Invest Offshore Newsletter

Published: Mon, 11/30/15

Newsletter Issue #97 Invest Offshore
 
 

November 30, 2015
Offshore Investment Guide

Hi ,

The foundation of security for the future is segregated components

Assets that will generate income now and retirement income later are the types of funds that require a view of 15 - 25 years out and longer. This income source is designed for your future and therefore you need to look out into the future. The foundation of security for the future is improved when you break up the structure of your retirement plan to access each of three components separately. Allow us to explain:


Segregate & Diversify for Extra-Strength Asset Protection

For Global Compliance, Continuity, Mobility and Freedom to Access Investments Worldwide from a Tax Free Environment is Provided by this Income Deferred, Government Regulated, Registered as Exempt from Foreign Financial Account Regulatory (e.g. FATCA, CRS and AEoI) and Recognized Foreign Occupational Retirement Plan.

Common sense tells us that safety and security for the future requires three unchained investment account components that you control:

  • a) Unchained Jurisdiction-transferrable
  • b) Unchained Custodian-changeable
  • c) Unchained Investment Account-changeable

Is your common sense about safety and security a truth or consequence? There are two definitions of common sense I can see here:

  1. Common sense is what I know to be true and how I judge the world.
  2. Common sense is what is most commonly believed to be true and how most people judge the world.

Those two definitions can only be simultaneously true if I believe the same things as the majority of people out there. Otherwise, they are in conflict.

These four commonly spoken beliefs only make common sense when you have control:

  1. all of my investments are in USD because no currency is without risk
  2. safety is only what I allow it to be
  3. security is knowing that I know that I know I am safe
  4. liquidity is the return of my money when I want it

Your investment account gives you control

Control over your financial situation is only what your investment account allows it to be. Control is owning a foreign investment account that is a deemed professional investor, foreign resident and non - U.S. Person. Whether you are or are not a U.S. Person is exempt from foreign financial institution reporting; which means there is no U.S. Person blockage and you purchase investments from a tax free environment globally.

Control is this IRS and FATCA category foreign investment account entity

The Internal Revenue Service, the U.S. Treasury and FATCA acknowledge this foreign investment account entity's FATCA reporting exemption on IRS Form 8957 and on W-8BEN-E box 29e. That all means you are free to deal without U.S. person restrictions, restraints or blockage to investments globally.

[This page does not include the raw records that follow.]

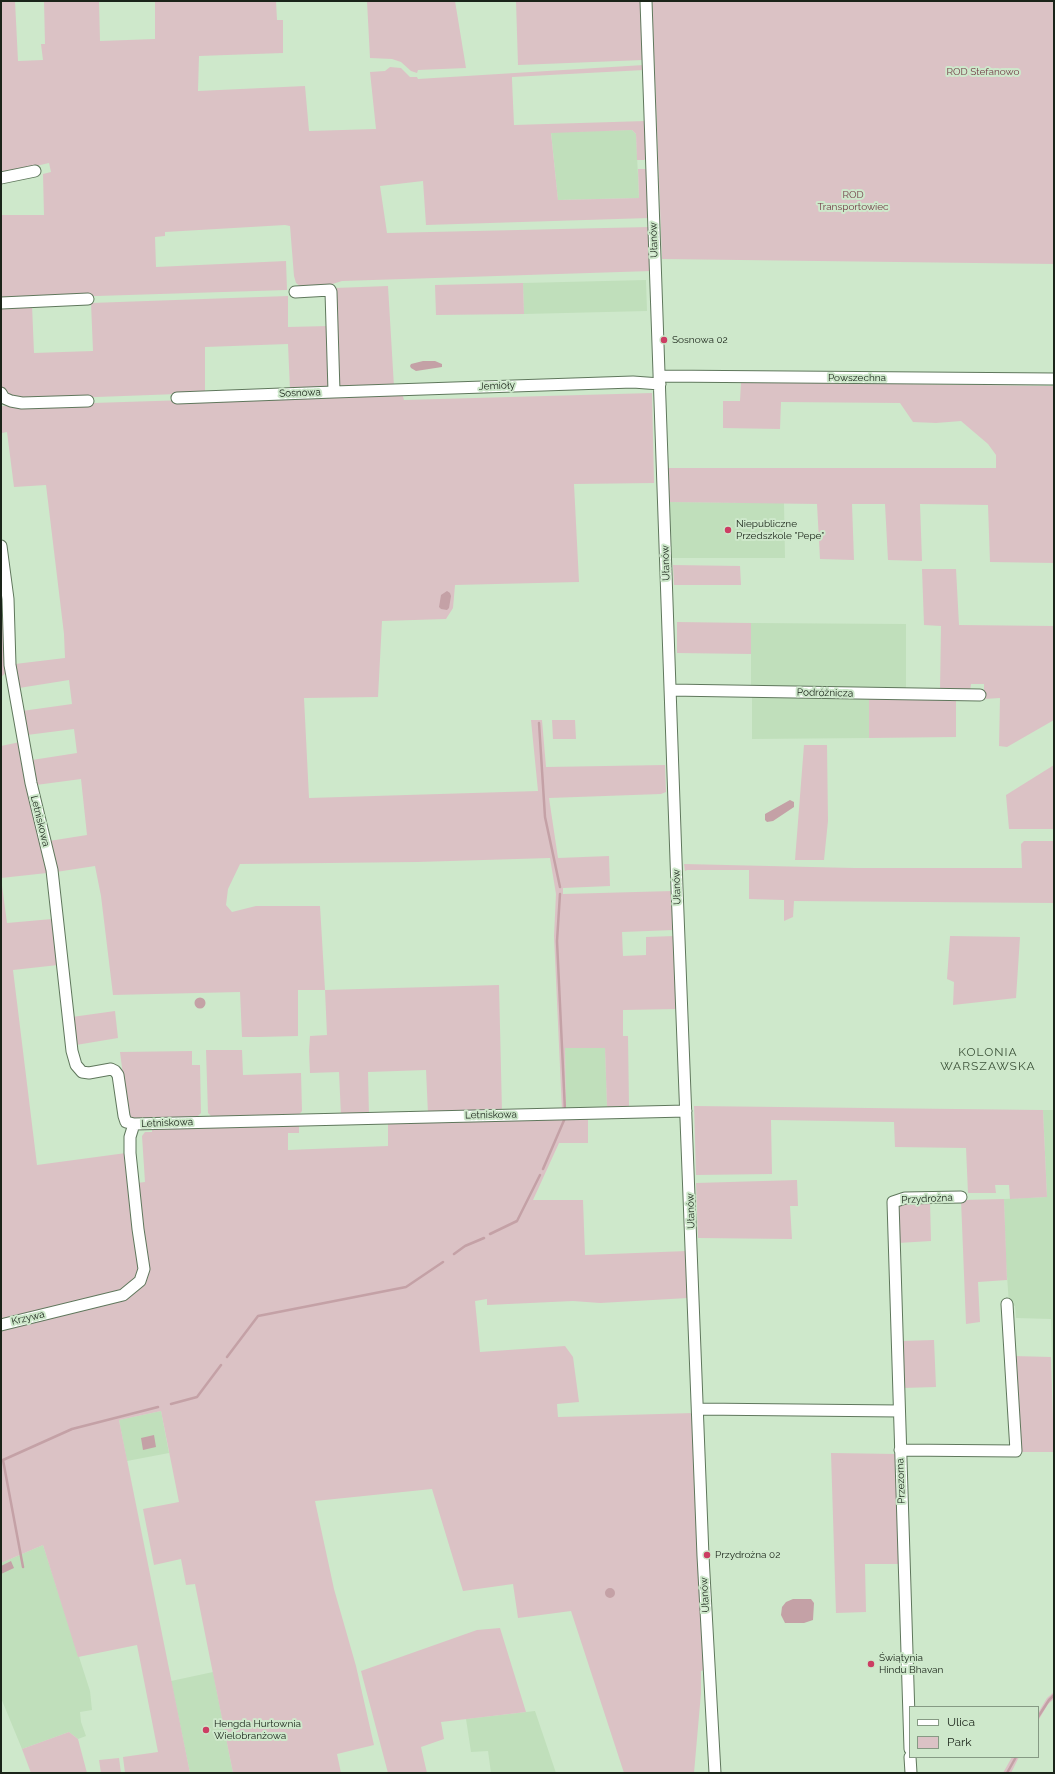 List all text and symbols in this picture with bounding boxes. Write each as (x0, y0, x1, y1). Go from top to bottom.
park label: ROD Stefanowo (946, 66, 1020, 78)
park label: ROD Transportowiec (817, 189, 889, 212)
street label: Ułanów (647, 222, 661, 258)
place label: Sosnowa 02 (672, 334, 728, 346)
marker: Sosnowa 02 (659, 335, 669, 345)
street label: Powszechna (828, 372, 886, 384)
street label: Jemioły (479, 379, 515, 393)
street label: Sosnowa (279, 386, 321, 400)
place label: Niepubliczne Przedszkole "Pepe" (736, 518, 824, 542)
marker: Niepubliczne Przedszkole "Pepe" (723, 525, 733, 535)
street label: Ułanów (659, 545, 673, 581)
street label: Podróżnicza (797, 687, 853, 699)
street label: Letniskowa (28, 794, 52, 848)
street label: Ułanów (670, 869, 684, 905)
district label: KOLONIA WARSZAWSKA (940, 1045, 1036, 1073)
street label: Letniskowa (465, 1109, 517, 1121)
street label: Letniskowa (141, 1116, 193, 1130)
street label: Przydrożna (901, 1192, 953, 1206)
street label: Ułanów (684, 1193, 698, 1229)
street label: Krzywa (10, 1308, 46, 1328)
street label: Przezorna (894, 1458, 908, 1504)
place label: Przydrożna 02 (715, 1549, 780, 1561)
marker: Przydrożna 02 (702, 1550, 712, 1560)
street label: Ułanów (698, 1577, 712, 1613)
place label: Świątynia Hindu Bhavan (879, 1652, 943, 1676)
marker: Świątynia Hindu Bhavan (866, 1659, 876, 1669)
legend (909, 1706, 1039, 1758)
text: Ulica (947, 1715, 975, 1729)
place label: Hengda Hurtownia Wielobranżowa (214, 1718, 301, 1742)
marker: Hengda Hurtownia Wielobranżowa (201, 1725, 211, 1735)
text: Park (947, 1735, 972, 1749)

Internationally recognized exempt foreign financial account entity

This exempt reporting credential is also documented in Intergovernmental Agreement (IGA), Common Reporting Standard (CRS), Tax Information Exchange Agreements (TIEA) and Double Tax Agreements (DTA) which all define it exactly and other investment entities are not even mentioned anywhere. This entity is recognized as exempt from International tax disclosure reporting and not included in worldwide taxable assets.

Tax effected yield ''turbo-charges'' future values

You want to save for retirement. Well, doesn't everybody? Then construct a foreign retirement plan registration that has pre-tax contributions and tax deferred accumulations. This tax effected yield “turbo-charges” accumulations; which means higher after tax gains. Contact us today for a free report and consultation.


Recognized Income Deferred Occupational Retirement Plan

Outcome of Foreign Government Regulated, Registered and Recognized Income Deferred Occupational Retirement Plan Investment Account:

Your Red Carpet to the World's Award Winning Investment Managers

With purpose to expand your wealth manager selections to include the top overseas award winners in the Extel Survey Awards, Lipper Awards, Starmine Analyst Awards, S&P Capital I.Q. and other top performers globally that can not directly accessed by U.S. Persons.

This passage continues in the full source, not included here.